Ras Al Khaimah (Arabic: رأس الخيمة‎; IPA: [raʔs alˈxajma]), historically known as Julfar, is one of the seven emirates that make up the United Arab Emirates (UAE). The capital city and home of most residents is also called Ras Al Khaimah, sometimes abbreviated as RAK city.[1]

Its name could be taken to mean "headland of the small huts", which can be attributed to the indigenous buildings that existed along the coast. The emirate is in the northern part of the UAE, bordering Oman's exclave of Musandam. It covers an area of 2,486 km2 (960 sq mi).

The emirate had a population of 210,063 at the 2005 Census, of which 41.82 percent or 87,848 were Emirati citizens. Latest estimates put the total population at between 250,000 and 300,000. Locals accounted for 97,529 in the population estimate for 2010.[2]

Its capital city RAK city has two main sections, Old Ras Al Khaimah and Nakheel, on either side of a creek. It is served by the Ras Al Khaimah International Airport. It consists of a northern part (where the city of Ras al-Khaimah is situated), and a large inland exclave in the south (near Hatta), and a few small islands in the Persian Gulf.[3] Ras Al Khaimah has the most fertile soil in the country, due to a larger share in rainfall and underground water streams from Omani mountains.[4]

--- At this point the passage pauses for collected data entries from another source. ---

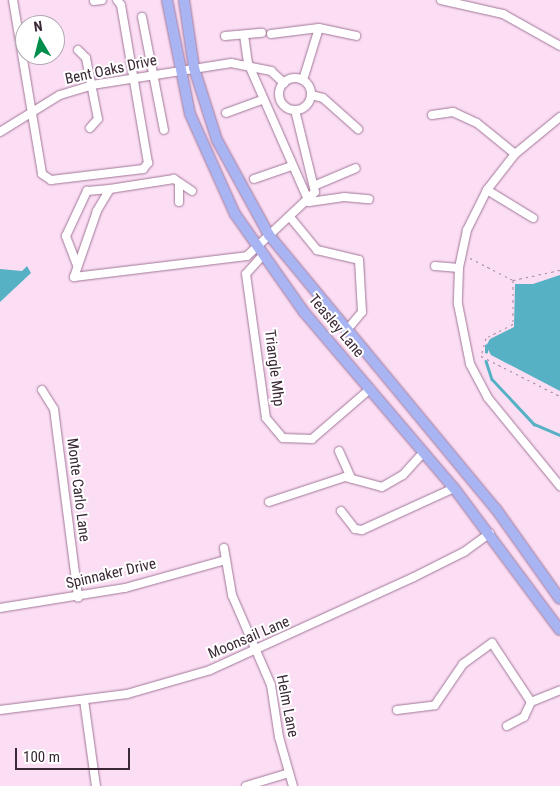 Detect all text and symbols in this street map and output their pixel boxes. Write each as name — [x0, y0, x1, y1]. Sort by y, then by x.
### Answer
north arrow — [15, 15, 65, 65]
text: N — [33, 18, 43, 35]
street label: Bent Oaks Drive — [63, 51, 159, 89]
street label: Teasley Lane — [304, 291, 368, 361]
street label: Triangle Mhp — [260, 329, 288, 407]
street label: Monte Carlo Lane — [63, 437, 93, 543]
street label: Spinnaker Drive — [64, 555, 158, 593]
street label: Moonsail Lane — [206, 613, 292, 663]
street label: Helm Lane — [272, 673, 302, 739]
scale bar — [18, 738, 132, 770]
text: 100 m — [23, 748, 60, 766]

Ras Al Khaimah has been the site of human habitation for several millennia and there are many historical and archaeological sites throughout the emirate - local sources cite 1,000[5] - dating from different time periods, including remnants of the Umm al-Nar Culture (3rd millennium BC).[6] Wadi Suq era graves found at Seih Al Harf in the Emirate in October 2012 briefly held up the construction of the northern spur of the arterial E611 road.[7]

According to Sheikh Sultan bin Muhammad Al-Qasimi, current ruler of Sharjah Emirate, the city of Ras Al Khaimah (which before was the capital of the state that is now Sharjah) was historically known as Julfar and was founded by Armenians who escaped Persia during the Mongol invasion.[citation needed]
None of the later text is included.